Frederick McLaren

Personal information
- Full name: Frederick Albert McLaren
- Born: 19 August 1874 Farnham, Surrey, England
- Died: 23 September 1952 (aged 78) Dartford, Kent, England
- Batting: Right-handed
- Bowling: Unknown-arm fast-medium

Domestic team information
- 1908: Hampshire
- 1919/20: Europeans

Career statistics
| Competition | First-class |
| Matches | 3 |
| Runs scored | 23 |
| Batting average | 4.60 |
| 100s/50s | –/– |
| Top score | 18 |
| Balls bowled | 288 |
| Wickets | 6 |
| Bowling average | 24.00 |
| 5 wickets in innings | – |
| 10 wickets in match | – |
| Best bowling | 2/30 |
| Catches/stumpings | 1/– |
- Source: Cricinfo, 17 January 2010

= Frederick McLaren =

English cricketer and soldier

Frederick Albert McLaren (19 August 1874 — 23 September 1952) was an English first-class cricketer and an officer in the British Army.

McLaren was born at Farnham in August 1874. A non-commissioned officer in the Army Service Corps (ACS), McLaren made two appearances in first-class cricket for Hampshire in 1908, against the Marylebone Cricket Club at Lord's and the Gentlemen of Philadelphia at Southampton. in the latter match, he was one of five wickets for Bart King in Hampshire's first innings. In the opening weeks of the First World War, he gained a commission with the ASC as a second lieutenant. He was made a temporary lieutenant in May 1915, and a temporary captain in November of the same year; he later gained the full rank of captain in November 1917.

While serving with the ASC in British India following the war, he made a single first-class appearance for the Europeans cricket team against the Indians at Madras in the 1919–20 Madras Presidency Match.
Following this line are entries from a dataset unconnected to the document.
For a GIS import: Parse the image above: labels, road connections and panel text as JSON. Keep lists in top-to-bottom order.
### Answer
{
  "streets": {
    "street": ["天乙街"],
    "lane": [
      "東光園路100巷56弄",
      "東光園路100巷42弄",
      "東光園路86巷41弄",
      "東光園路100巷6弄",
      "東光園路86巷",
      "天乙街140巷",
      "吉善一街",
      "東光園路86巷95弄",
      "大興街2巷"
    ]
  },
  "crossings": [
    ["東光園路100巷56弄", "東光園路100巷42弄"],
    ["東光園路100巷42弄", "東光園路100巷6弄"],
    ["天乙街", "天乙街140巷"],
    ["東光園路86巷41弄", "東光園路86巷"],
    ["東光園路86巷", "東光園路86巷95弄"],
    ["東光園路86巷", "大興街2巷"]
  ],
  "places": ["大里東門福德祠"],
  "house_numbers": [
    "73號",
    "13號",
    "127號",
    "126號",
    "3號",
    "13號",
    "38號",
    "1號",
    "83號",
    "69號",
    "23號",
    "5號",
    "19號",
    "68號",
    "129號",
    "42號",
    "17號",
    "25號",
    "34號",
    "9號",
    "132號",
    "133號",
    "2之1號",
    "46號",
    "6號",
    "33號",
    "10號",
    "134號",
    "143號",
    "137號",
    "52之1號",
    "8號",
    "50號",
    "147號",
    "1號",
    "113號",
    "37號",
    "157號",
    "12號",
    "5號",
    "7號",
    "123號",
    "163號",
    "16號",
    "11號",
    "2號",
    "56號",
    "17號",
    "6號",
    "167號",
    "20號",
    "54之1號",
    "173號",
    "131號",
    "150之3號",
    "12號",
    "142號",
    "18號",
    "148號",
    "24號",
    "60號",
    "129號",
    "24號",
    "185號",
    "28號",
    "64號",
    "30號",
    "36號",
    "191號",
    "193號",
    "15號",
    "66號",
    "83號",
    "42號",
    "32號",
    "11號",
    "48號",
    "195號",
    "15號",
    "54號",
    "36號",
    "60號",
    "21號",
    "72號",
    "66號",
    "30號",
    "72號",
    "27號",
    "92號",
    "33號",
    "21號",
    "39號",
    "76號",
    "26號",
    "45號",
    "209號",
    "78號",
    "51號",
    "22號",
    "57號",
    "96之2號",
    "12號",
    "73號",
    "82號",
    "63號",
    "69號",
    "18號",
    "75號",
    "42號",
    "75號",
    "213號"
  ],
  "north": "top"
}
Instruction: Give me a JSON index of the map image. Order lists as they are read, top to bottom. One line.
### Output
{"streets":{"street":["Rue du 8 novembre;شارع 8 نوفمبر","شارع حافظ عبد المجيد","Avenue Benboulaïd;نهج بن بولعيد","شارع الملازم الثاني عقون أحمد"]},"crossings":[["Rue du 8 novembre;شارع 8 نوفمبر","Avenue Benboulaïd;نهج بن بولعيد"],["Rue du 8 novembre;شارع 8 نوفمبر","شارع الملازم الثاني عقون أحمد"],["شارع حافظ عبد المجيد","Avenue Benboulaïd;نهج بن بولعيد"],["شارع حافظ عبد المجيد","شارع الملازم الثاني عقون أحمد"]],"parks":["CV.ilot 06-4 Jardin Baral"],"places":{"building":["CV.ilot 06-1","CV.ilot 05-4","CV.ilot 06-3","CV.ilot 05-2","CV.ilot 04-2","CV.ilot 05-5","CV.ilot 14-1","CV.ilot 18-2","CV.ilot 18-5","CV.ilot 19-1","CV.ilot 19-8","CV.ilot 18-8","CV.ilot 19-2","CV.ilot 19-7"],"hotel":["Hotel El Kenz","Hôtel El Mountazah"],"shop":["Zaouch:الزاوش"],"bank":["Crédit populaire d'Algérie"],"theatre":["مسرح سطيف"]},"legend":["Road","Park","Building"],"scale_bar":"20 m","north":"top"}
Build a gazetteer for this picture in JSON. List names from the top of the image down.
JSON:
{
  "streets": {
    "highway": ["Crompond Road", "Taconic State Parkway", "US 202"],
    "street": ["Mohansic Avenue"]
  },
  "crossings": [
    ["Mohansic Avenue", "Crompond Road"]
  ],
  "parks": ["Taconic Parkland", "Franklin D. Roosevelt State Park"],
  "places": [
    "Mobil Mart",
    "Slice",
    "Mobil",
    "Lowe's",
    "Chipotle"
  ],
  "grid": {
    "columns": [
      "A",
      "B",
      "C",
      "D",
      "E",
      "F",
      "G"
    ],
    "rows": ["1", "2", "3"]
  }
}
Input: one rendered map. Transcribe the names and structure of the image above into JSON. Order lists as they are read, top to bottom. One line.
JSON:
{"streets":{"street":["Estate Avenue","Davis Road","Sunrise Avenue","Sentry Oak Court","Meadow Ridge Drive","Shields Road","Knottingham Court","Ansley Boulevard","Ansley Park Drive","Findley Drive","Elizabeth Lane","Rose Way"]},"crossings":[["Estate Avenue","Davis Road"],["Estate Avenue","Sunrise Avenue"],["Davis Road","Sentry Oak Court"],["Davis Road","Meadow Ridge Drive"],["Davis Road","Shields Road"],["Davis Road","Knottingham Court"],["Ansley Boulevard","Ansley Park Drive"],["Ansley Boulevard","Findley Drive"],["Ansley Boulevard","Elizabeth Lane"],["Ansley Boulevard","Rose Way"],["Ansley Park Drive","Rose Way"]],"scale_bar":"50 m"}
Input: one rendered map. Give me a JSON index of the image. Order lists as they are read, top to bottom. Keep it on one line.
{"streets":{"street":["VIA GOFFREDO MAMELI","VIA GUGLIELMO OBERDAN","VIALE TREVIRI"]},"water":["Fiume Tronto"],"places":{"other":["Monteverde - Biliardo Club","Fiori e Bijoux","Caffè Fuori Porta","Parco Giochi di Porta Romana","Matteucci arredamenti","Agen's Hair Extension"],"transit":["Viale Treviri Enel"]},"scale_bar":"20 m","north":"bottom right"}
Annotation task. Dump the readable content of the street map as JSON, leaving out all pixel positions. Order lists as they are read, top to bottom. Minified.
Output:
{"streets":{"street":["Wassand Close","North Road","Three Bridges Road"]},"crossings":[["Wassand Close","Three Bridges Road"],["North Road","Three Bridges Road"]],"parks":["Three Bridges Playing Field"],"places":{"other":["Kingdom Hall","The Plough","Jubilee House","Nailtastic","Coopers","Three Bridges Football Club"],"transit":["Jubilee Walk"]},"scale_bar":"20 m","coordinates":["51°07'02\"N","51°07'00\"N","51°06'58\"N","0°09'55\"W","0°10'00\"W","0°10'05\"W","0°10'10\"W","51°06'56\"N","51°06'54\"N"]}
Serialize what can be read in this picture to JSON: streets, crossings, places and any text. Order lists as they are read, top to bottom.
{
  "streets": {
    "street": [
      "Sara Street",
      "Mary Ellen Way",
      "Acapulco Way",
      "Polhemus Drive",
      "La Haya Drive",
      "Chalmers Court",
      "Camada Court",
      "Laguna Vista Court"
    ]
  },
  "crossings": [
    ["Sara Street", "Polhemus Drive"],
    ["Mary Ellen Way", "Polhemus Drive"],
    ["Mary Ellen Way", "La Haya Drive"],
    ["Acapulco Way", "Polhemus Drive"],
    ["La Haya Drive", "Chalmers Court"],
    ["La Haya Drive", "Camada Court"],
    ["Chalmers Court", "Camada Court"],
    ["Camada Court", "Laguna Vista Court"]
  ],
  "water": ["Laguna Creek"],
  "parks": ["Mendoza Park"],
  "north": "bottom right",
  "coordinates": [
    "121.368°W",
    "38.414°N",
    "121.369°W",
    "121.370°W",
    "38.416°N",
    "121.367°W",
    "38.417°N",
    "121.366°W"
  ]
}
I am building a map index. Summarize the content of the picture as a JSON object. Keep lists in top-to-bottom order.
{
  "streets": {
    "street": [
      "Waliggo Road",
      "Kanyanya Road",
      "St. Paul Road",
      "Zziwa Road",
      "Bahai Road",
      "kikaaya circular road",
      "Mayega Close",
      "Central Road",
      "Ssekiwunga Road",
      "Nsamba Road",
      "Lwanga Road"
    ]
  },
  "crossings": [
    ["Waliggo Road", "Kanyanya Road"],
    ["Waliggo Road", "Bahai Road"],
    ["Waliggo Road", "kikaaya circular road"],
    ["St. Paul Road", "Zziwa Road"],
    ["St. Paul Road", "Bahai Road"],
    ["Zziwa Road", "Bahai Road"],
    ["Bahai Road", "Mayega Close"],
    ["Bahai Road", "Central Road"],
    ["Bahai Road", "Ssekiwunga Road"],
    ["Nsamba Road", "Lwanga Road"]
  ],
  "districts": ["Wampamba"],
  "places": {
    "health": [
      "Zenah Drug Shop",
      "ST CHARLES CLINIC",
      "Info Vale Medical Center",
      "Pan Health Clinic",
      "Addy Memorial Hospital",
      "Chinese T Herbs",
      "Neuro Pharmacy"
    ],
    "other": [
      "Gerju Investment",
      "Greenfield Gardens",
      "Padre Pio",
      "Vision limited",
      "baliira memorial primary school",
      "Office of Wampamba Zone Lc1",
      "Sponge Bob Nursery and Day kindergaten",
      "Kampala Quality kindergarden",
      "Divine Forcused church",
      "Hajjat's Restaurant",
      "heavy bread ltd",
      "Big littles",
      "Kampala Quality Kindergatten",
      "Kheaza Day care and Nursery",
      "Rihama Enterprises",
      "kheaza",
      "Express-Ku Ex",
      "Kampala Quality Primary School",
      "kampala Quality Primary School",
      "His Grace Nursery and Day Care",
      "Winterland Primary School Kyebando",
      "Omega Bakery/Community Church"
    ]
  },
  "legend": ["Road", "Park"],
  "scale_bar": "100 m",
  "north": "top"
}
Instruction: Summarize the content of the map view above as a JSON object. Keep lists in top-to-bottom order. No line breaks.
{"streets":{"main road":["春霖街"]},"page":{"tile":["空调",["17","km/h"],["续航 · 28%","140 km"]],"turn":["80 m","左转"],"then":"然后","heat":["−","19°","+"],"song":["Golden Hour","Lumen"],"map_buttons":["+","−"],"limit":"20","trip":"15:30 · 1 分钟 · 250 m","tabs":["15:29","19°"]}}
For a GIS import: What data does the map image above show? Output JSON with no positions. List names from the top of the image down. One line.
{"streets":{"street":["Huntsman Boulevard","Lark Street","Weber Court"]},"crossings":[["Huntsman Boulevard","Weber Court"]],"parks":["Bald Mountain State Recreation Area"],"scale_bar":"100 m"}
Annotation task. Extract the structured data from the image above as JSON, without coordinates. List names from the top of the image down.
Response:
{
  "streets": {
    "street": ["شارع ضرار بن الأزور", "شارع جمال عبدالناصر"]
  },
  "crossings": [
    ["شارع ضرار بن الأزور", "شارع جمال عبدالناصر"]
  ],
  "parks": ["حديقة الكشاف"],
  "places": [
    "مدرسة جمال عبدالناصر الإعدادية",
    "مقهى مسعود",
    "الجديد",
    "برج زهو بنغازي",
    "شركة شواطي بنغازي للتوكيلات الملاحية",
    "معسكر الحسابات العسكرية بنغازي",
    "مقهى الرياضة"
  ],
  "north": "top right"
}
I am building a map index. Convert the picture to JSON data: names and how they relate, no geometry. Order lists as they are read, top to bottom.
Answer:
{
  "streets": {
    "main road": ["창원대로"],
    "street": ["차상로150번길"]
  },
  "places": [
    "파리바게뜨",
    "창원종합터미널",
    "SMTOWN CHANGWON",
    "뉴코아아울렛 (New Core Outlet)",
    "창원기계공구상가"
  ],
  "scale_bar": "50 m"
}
Across his three first-class matches, McLaren scored 23 runs and took six wickets. By September 1924, he had retired, having exceeded the age for recall and therefore ceased to belong to the Reserve of Officers. McLaren was made an OBE in the 1930 Birthday Honours, in recognition of his post-retirement work at the Royal Army Service Corps record and pay office. He died at Dartford in September 1952.